I am trying to POS_TAG French using the Hugging Face Transformers library. In English I was able to do so given a sentence like e.g:
The weather is really great. So let us go for a walk.
the result is:
token feature
0 The DET
1 weather NOUN
2 is AUX
3 really ADV
4 great ADJ
5 . PUNCT
6 So ADV
7 let VERB
8 us PRON
9 go VERB
10 for ADP
11 a DET
12 walk NOUN
13 . PUNCT
Does anyone have an idea how a similar thing could be achieved for French?

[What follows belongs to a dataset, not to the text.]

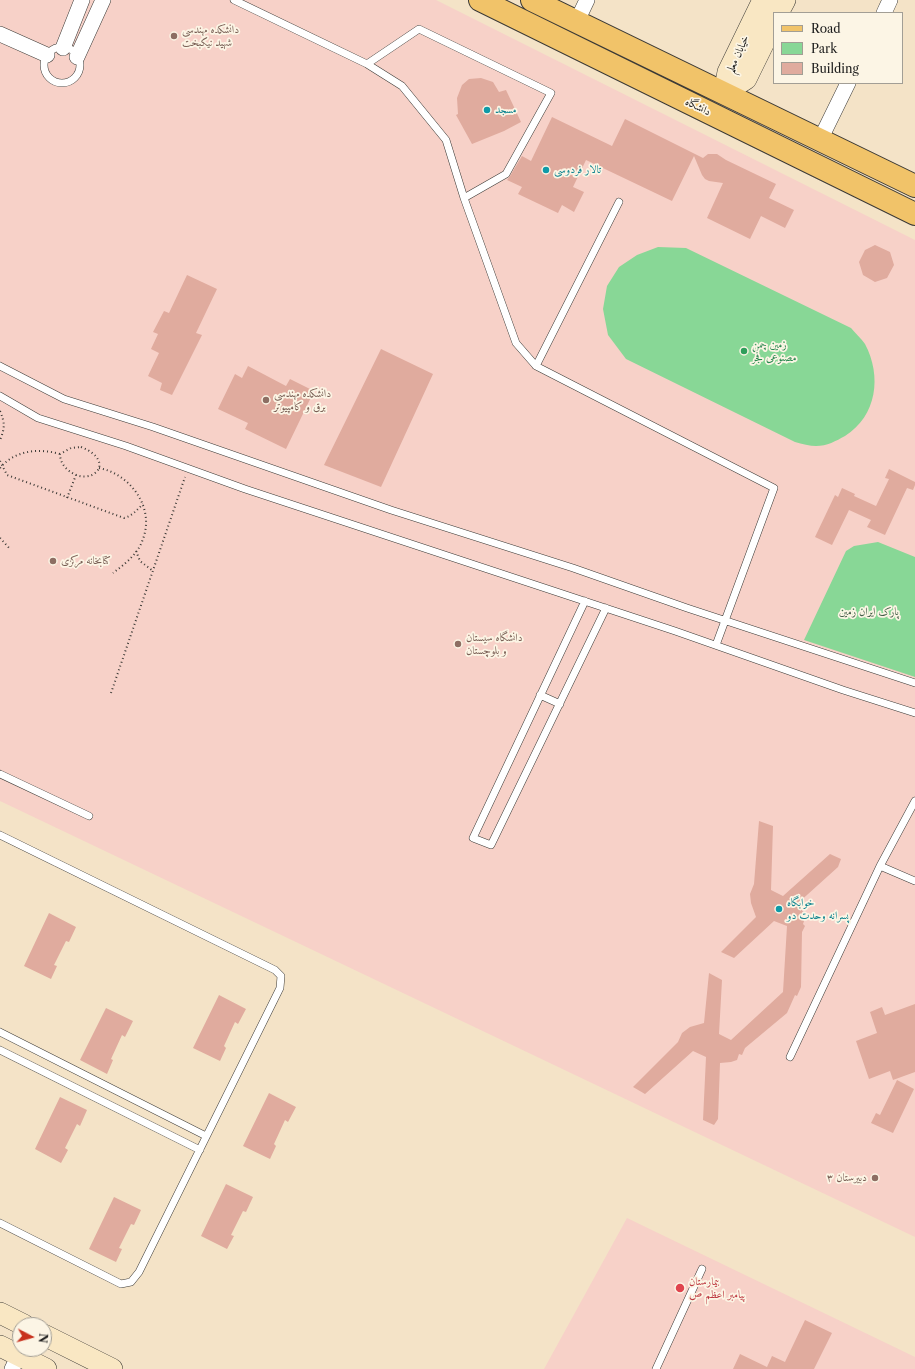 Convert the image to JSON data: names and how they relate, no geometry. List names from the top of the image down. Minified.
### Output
{"streets":{"main road":["خیابان معلم","دانشگاه"]},"parks":["پارک ایران زمین"],"places":["دانشکده مهندسی شهید نیکبخت","مسجد","تالار فردوسی","زمین چمن مصنوعی فجر","دانشکده مهندسی برق و کامپیوتر","کتابخانه مرکزی","دانشگاه سیستان و بلوچستان","خوابگاه پسرانه وحدت دو","دبیرستان ۳","بیمارستان پیامبر اعظم ص"],"legend":["Road","Park","Building"],"north":"right"}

This is the code I used for the English version in a Jupyter notebook:
!git clone https://github.com/bhoov/spacyface.git
!python -m spacy download en_core_web_sm
from transformers import pipeline
import numpy as np
import pandas as pd
nlp = pipeline('feature-extraction')
sequence = "The weather is really great. So let us go for a walk."
result = nlp(sequence)
# Just displays the size of the embeddings. The sequence
# In this case there are 16 tokens and the embedding size is 768
np.array(result).shape
import sys
sys.path.append('spacyface')
from spacyface.aligner import BertAligner
alnr = BertAligner.from_pretrained("bert-base-cased")
tokens = alnr.meta_tokenize(sequence)
token_data = [{'token': tok.token, 'feature': tok.pos} for tok in tokens]
pd.DataFrame(token_data)
The output of this notebook is above.